Ne nous y trompons pas : ce n’est pas la décroissance en tant que théorie politique minoritaire qui est à l’œuvre aujourd’hui, c’est la décroissance en tant que force universelle. Ce papier n’a rien de militant (ou de politique), il tente simplement de considérer d’un point de vue systémique le phénomène de décroissance, aussi implacable dans sa logique, que l’était la croissance durant plusieurs siècles.
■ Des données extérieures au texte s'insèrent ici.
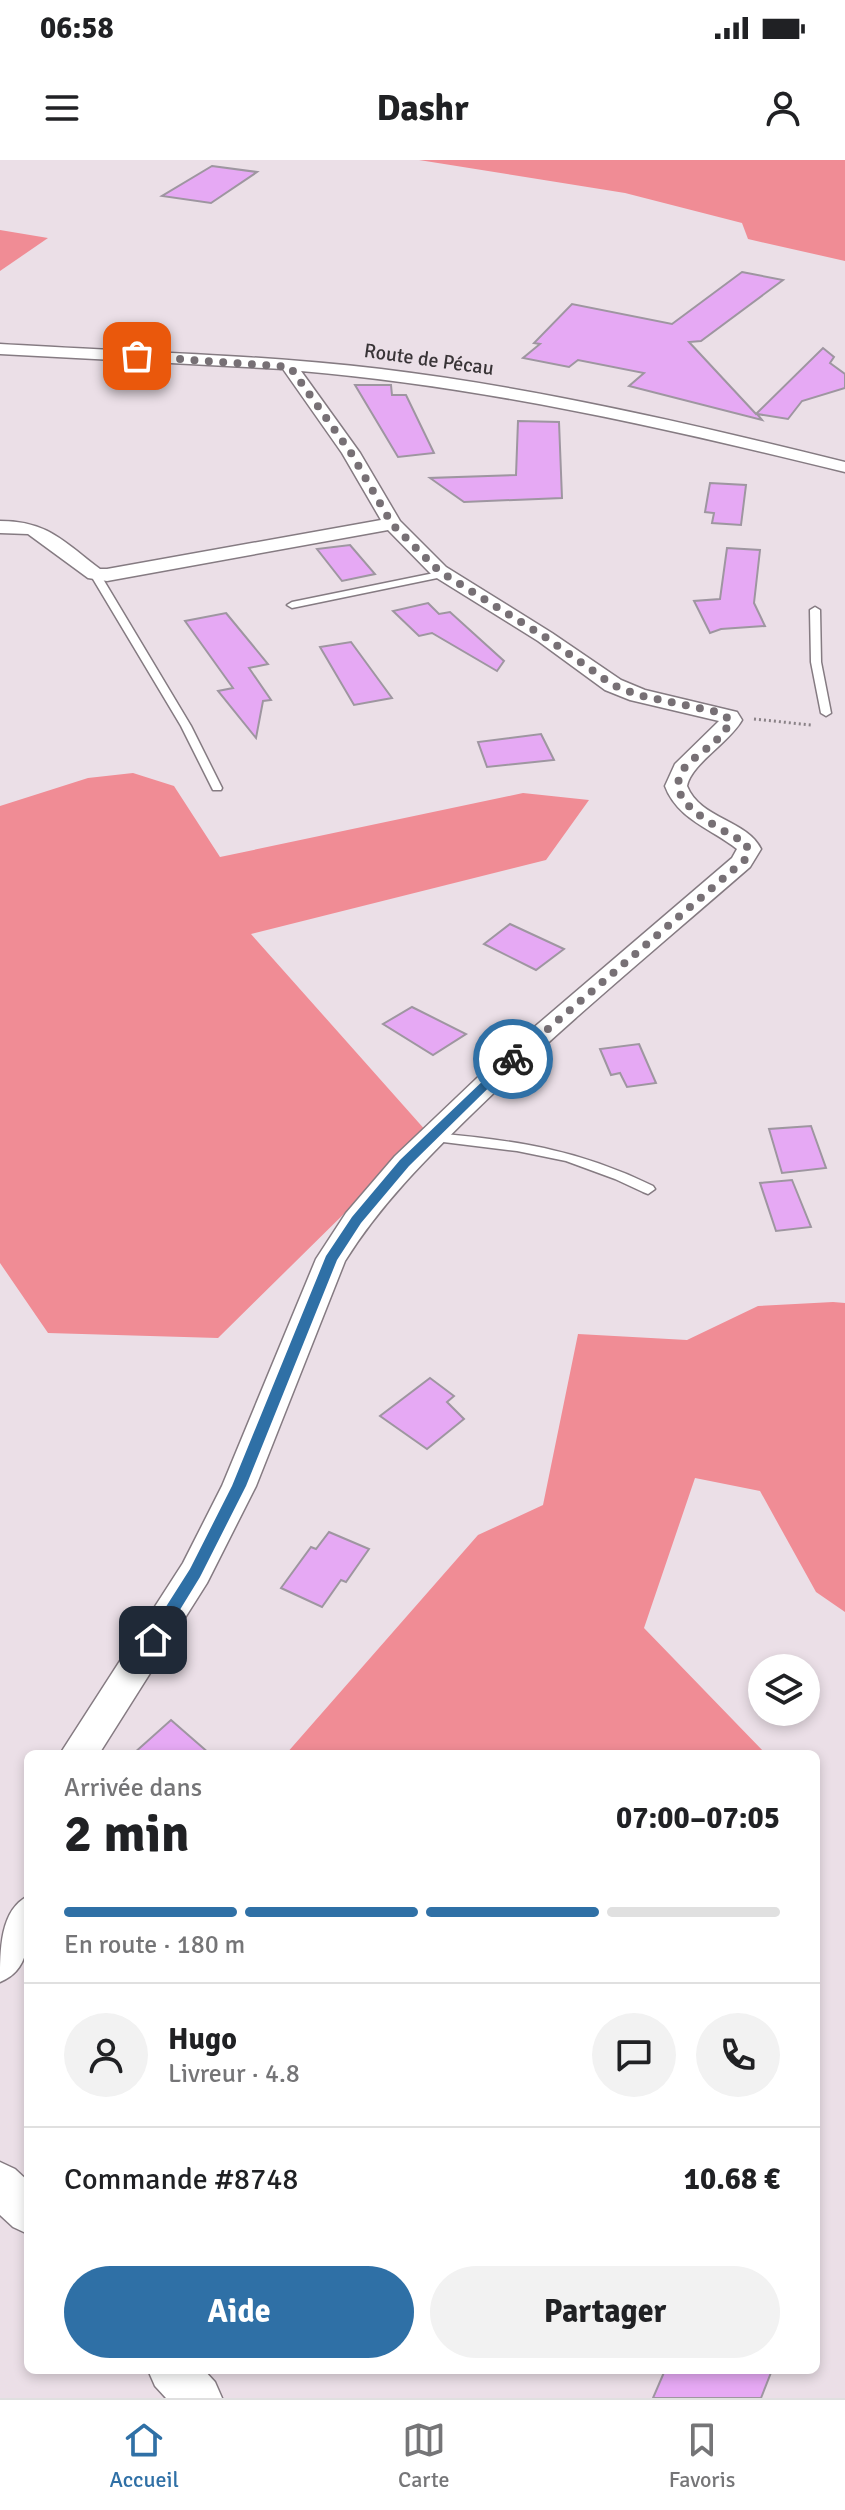 <!DOCTYPE html>
<html lang="fr">
<head>
<meta charset="utf-8">
<style>
	:root { --surface:#fff; --page:#f2f2f2; --text:#202124; --muted:#757577; --line:#e0e0e0; --accent:#2f70a6 }
	body { margin:0; font-family:Signika,sans-serif; background:var(--page); color:var(--text); height:100vh; display:flex; flex-direction:column; font-size:30px; white-space:nowrap }
	* { box-sizing:border-box; margin:0 }
	p { font-size:26px; color:var(--muted) }
	.icon { flex:none; width:44px; height:44px; fill:none; stroke:currentColor; stroke-width:2; stroke-linecap:round; stroke-linejoin:round }
	.map { position:relative; flex:1; overflow:hidden }
	.sheet { position:absolute; left:24px; top:1590px; width:796px; height:624px; display:flex; flex-direction:column; background:var(--surface); border-radius:12px; box-shadow:0 4px 12px #0003 }
	.sheet>* { flex:none }
	.buttons { position:absolute; left:748px; top:1494px; display:grid; gap:16px }
	.buttons a { display:grid; place-items:center; width:72px; height:72px; border-radius:50%; background:var(--surface); box-shadow:0 4px 12px #0003; font-size:40px }
	.pin { position:absolute; display:grid; place-items:center; width:68px; height:68px; color:#fff; margin:-34px; border-radius:16px; box-shadow:0 4px 12px #0006 }
	.courier { position:absolute; display:grid; place-items:center; width:80px; height:80px; margin:-40px; border:6px solid #2f70a6; border-radius:50%; background:#fff; color:#222; box-shadow:0 2px 10px #0007 }
	.head em { font-style:normal; font-weight:800 }
	.head div { display:flex; flex-direction:column-reverse }
	.head { display:flex; align-items:center; justify-content:space-between; height:136px; padding:0 40px }
	h1 { font-size:52px; font-weight:800; line-height:60px }
	.bar { display:grid; grid-template-columns:repeat(4,1fr); gap:12px 8px; align-content:center; height:96px; padding:0 40px }
	.bar i { height:10px; border-radius:6px; background:var(--line) }
	.bar .active { background:var(--accent) }
	.bar p { grid-column:span 4 }
	.line { display:flex; align-items:center; gap:20px; padding:0 40px; border-top:2px solid var(--line) }
	.line div { flex:1 }
	.round { display:grid; place-items:center; flex:none; width:84px; height:84px; border-radius:42px; background:var(--page) }
	.button { display:flex; gap:16px; margin-top:auto; padding:16px 40px }
	.button a { flex:1; height:92px; border-radius:48px; background:var(--accent); color:#fff; font-size:32px; font-weight:800; line-height:92px; text-align:center }
	.button a+a { background:var(--page); color:var(--text) }
	.status { display:flex; justify-content:space-between; align-items:center; height:56px; padding:0 40px; background:var(--surface); direction:ltr }
	.status svg { height:22px; fill:currentColor }
	header { display:flex; justify-content:space-between; align-items:center; height:104px; padding:0 40px; background:var(--surface); font-size:36px; font-weight:800 }
	.dock { display:flex; justify-content:space-around; align-items:center; height:112px; border-top:2px solid var(--line); background:var(--surface); font-size:22px; color:var(--muted) }
	.dock a { display:grid; justify-items:center; gap:4px }
	.dock .active { color:var(--accent) }
	.map>svg:first-child { display:block }
	.forest { fill:#f08c95 }
	.building { fill:#e6a9f4; stroke:#9e96a0; stroke-width:2 }
	.lines { fill:none; stroke-linecap:round; stroke-linejoin:round }
	.service-casing { stroke:#857b82; stroke-width:3 }
	.minor-casing { stroke:#857b82; stroke-width:3 }
	.path { stroke:#8a8287; stroke-width:3; stroke-dasharray:2 3; stroke-linecap:butt }
	.service { fill:#fff; fill-rule:evenodd }
	.minor { fill:#fff; fill-rule:evenodd }
	.route { fill:#2f70a6 }
	.done { stroke:#777075; stroke-width:8; stroke-dasharray:0 14.4 }
	.labels { text-anchor:middle; stroke-width:6; stroke-linejoin:round; paint-order:stroke }
	.far-street-label { font-size:20px; fill:#393437; stroke:#ebdfe7 }
</style>
</head>
<body>
<div class="status"><b>06:58</b><svg viewBox="0 0 49 12"><path d="M0 12V9h3v3zM5 12V6h3v6zM10 12V3h3v9zM15 12V0h3v12zM26 1h20v11H26zM47 4h2v5h-2z"/></svg></div>
<header><svg class="icon" aria-label="menu" viewBox="0 0 24 24"><path d="M4 6h16M4 12h16M4 18h16"/></svg>Dashr<svg class="icon" aria-label="person" viewBox="0 0 24 24"><circle cx="12" cy="8" r="4"/><path d="M4 21q1-7 8-7t8 7"/></svg></header>
<div class="map">
<svg width="845" height="2238" viewBox="0 0 845 2238">
	<rect width="100%" height="100%" fill="#ebdfe7"/>
	<g class="forest">
		<path d="M419 0H845V101L748 79 742 63 625 33Z"/>
		<path d="M0 70 48 78 0 111Z"/>
		<path d="M133 613 174 626 220 697 523 633 589 640 546 700 251 774 427 972 218 1178 48 1173 0 1103V646L88 618Z"/>
		<path d="M833 1142 845 1143V1452L816 1432 760 1331 695 1318 644 1468 766 1594H286L478 1375 543 1345 578 1174 687 1180 758 1146Z"/>
	</g>
	<g class="building">
		<path d="M212 6 257 12 211 43 162 36Z"/>
		<path d="M742 112 783 120 701 181 689 182 756 254 823 188 834 197 830 203 845 214V228L802 241 788 259 757 254 762 260 629 226 644 213 578 200 569 207 523 198 540 184 534 183 572 144 672 164Z"/>
		<path d="M355 225H391L392 235H406L434 293 398 297Z"/>
		<path d="M518 261 559 262 562 338 464 342 430 318 516 315Z"/>
		<path d="M710 323 746 325 741 365 712 363 714 353 705 352Z"/>
		<path d="M350 385 375 414 342 421 317 389Z"/>
		<path d="M727 388 760 390 754 443 765 466 721 469 710 473 694 441 720 439Z"/>
		<path d="M428 443 439 454 450 452 504 501 497 511 432 473 419 476 393 451Z"/>
		<path d="M226 453 268 504 249 508 271 540 263 541 256 578 218 531 233 528 185 461Z"/>
		<path d="M351 482 392 538 354 545 320 487Z"/>
		<path d="M541 574 554 600 487 607 478 582Z"/>
		<path d="M510 764 564 789 536 810 484 784Z"/>
		<path d="M412 847 466 874 433 895 383 864Z"/>
		<path d="M639 884 656 923 627 927 620 913 611 915 600 889Z"/>
		<path d="M811 966 826 1008 782 1013 769 969Z"/>
		<path d="M792 1020 811 1067 776 1071 760 1023Z"/>
		<path d="M430 1218 454 1236 447 1242 464 1259 427 1289 380 1256Z"/>
		<path d="M329 1372 369 1389 346 1422 341 1420 322 1447 281 1428 311 1387 316 1389Z"/>
		<path d="M171 1560 210 1594H133Z"/>
		<path d="M665 2210H772L761 2238H653Z"/>
	</g>
	<g class="lines">
		<defs>
			<g id="service">
				<path d="M444 411 449 414 447 416 292 448 287 445 292 442Z"/>
				<path d="M92 412 100 414 191 566 222 628 221 630H213L181 566 90 414Z"/>
				<path d="M815 447 820 450 821 502 831 553 826 556 821 553 811 502 810 450Z"/>
				<path d="M432 973C514 980 577 989 653 1026L655 1029 648 1034 643 1032 615 1019 566 1001 517 991 427 980 425 977 427 974Z"/>
			</g>
			<g id="minor">
				<path d="M0 184C127 192 255 194 381 209 538 228 692 264 845 302V312C666 268 486 227 301 211L360 293 400 361 446 407 552 473 621 520 645 530 737 552 742 560C729 583 691 604 687 626 700 659 747 660 761 689L750 707C657 788 561 867 472 954 425 1000 380 1045 345 1101L256 1326 207 1423 99 1594H60L183 1403 222 1326 316 1099 346 1053 395 996 497 899 732 698 737 689C712 669 677 659 665 626L675 604 719 561 630 540 605 530 538 481 432 415 388 370 107 421 88 418 28 374 0 373V361C48 361 64 382 100 409H107L381 360 342 293 283 209 0 194Z"/>
				<path d="M28 1736C28 1769 35 1808 0 1822 0 1790 0 1750 28 1736Z"/>
				<path d="M0 2002 15 2009 28 2021V2074L13 2067 0 2055Z"/>
				<path d="M148 2210H204L215 2222 222 2238H166L155 2226Z"/>
			</g>
		</defs>
		<use href="#service" class="service-casing"/>
		<use href="#minor" class="minor-casing"/>
		<path class="path" d="M754 559 811 565"/>
		<use href="#service" class="service"/>
		<use href="#minor" class="minor"/>
	</g>
	<path class="route" d="M509 896 518 899 409 1006 361 1063 337 1100 246 1326 200 1417 159 1484H148V1475L190 1409 232 1326 326 1096 352 1057 400 1000Z"/>
	<g class="lines">
		<path class="done" d="M137 196 290 207 351 293 392 364 439 411 545 477 613 525 638 535 717 552 731 560C723 578 707 588 692 600 649 638 718 666 747 684V698L513 899"/>
	</g>
	<g class="labels">
		<g class="far-street-label">
			<text transform="translate(429 199) rotate(8)" y="7">Route de Pécau</text>
		</g>
	</g>
</svg>
<div class="buttons">
<a><svg class="icon" aria-label="layers" viewBox="0 0 24 24"><path d="M12 4l9 5-9 5-9-5zM3 14l9 5 9-5"/></svg></a>
</div>
<div class="pin" style="left:137px;top:196px;background:#ea580c"><svg class="icon" aria-label="bag" viewBox="0 0 24 24"><path d="M5 8h14l-1 12H6zM9 8a3 3 0 0 1 6 0"/></svg></div>
<div class="pin" style="left:153px;top:1480px;background:#1f2937"><svg class="icon" aria-label="home" viewBox="0 0 24 24"><path d="M3 11l9-7 9 7M6 9v11h12V9"/></svg></div>
<div class="courier" style="left:513px;top:899px"><svg class="icon" aria-label="bike" viewBox="0 0 24 24"><circle cx="6" cy="16" r="4"/><circle cx="18" cy="16" r="4"/><path d="M6 16l4-8h5l3 8M10 8l3 8H6M13 5h3"/></svg></div>
<section class="sheet">
<div class="head"><div><h1>2 min</h1><p>Arrivée dans</p></div><em>07:00–07:05</em></div>
<div class="bar"><i class="active"></i><i class="active"></i><i class="active"></i><i></i><p>En route · 180 m</p></div>
<div class="line" style="height:144px"><a class="round"><svg class="icon" aria-label="person" viewBox="0 0 24 24"><circle cx="12" cy="8" r="4"/><path d="M4 21q1-7 8-7t8 7"/></svg></a><div><b>Hugo</b><p>Livreur · 4.8</p></div><a class="round"><svg class="icon" aria-label="chat" viewBox="0 0 24 24"><path d="M4 5h16v11H9l-5 4z"/></svg></a><a class="round"><svg class="icon" aria-label="phone" viewBox="0 0 24 24"><path d="M5 4h4l2 5-3 2q2 4 5 5l2-3 5 2v4C11 20 4 13 5 4z"/></svg></a></div>
<div class="line" style="height:104px"><div>Commande #8748</div><b>10.68 €</b></div>
<div class="button"><a>Aide</a><a>Partager</a></div>
</section>
</div>
<nav class="dock">
<a class="active"><svg class="icon" aria-label="home" viewBox="0 0 24 24"><path d="M3 11l9-7 9 7M6 9v11h12V9"/></svg>Accueil</a>
<a><svg class="icon" aria-label="map" viewBox="0 0 24 24"><path d="M3 6l6-2 6 2 6-2v14l-6 2-6-2-6 2zM9 4v14M15 6v14"/></svg>Carte</a>
<a><svg class="icon" aria-label="saved" viewBox="0 0 24 24"><path d="M7 4h10v16l-5-4-5 4z"/></svg>Favoris</a>
</nav>
</body>
</html>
Il suffit de regarder la tendance de la croissance depuis les années 1960:
Si l’on admet que la nature s’inscrit dans des cycles de croissance et de décroissance, de création et de destruction, de courbes ascendantes et descendantes, alors on peut aisément imaginer que notre modèle économique ne peut pas être croissant indéfiniment, ne serait-ce que parce que nous vivons dans un monde où les ressources naturelles sont limitées et non renouvelables (Voir à ce propos les travaux de Nicholas Georgescu-Roegen et le concept de bioéconomie - Voir aussi note en bas de page). Et il n'est pas établi non plus que la découverte de nouvelles énergies, et / ou de nouvelles technologies pourraient retarder l’avènement naturel de la décroissance, et indéfiniment prolonger notre fragile apogée tant elle coûte cher en ressources et en gaspillages divers…
Si les politiques n’anticipent pas les phénomènes de chômage et de paupérisation déjà l’œuvre, le risque global est très important. Si aucune alternative durable au modèle croissant ne se met progressivement en place pour absorber les milliers, les centaines de milliers puis les millions de personnes qui vont être expurgées des dispositifs d’aide, alors nous risquons de faire face à des situations qui pourraient être dramatiques.
Nous constatons déjà les conséquences de l’arrivée non préparée de la décroissance et de la désurbanisation en Grèce… Le modèle planétaire ne fonctionne plus là bas, et ne permet plus d'honorer les échéances depuis longtemps. On s’acharne pourtant à le sauver, quel qu’en soit le coût, en affectant l'intégralité des aides BCE au remboursement de la dette, qui génère elle-même une nouvelle dette ! La Grèce ne produisant rien qui puisse lui permettre de rembourser quoi que ce soit, on diffère l'issue fatale et on augmente potentiellement l'onde de choc. Quant à l'avenir...
Dans un monde idéal, il faudrait éviter que la décroissance ne s’impose à nous comme une force destructrice et incontrôlée. Il faudrait construire de nouvelles alternatives, anticiper un changement de modèle progressif sans avoir la prétention de tout refaire du sol au plafond en voulant régler la question en un jour…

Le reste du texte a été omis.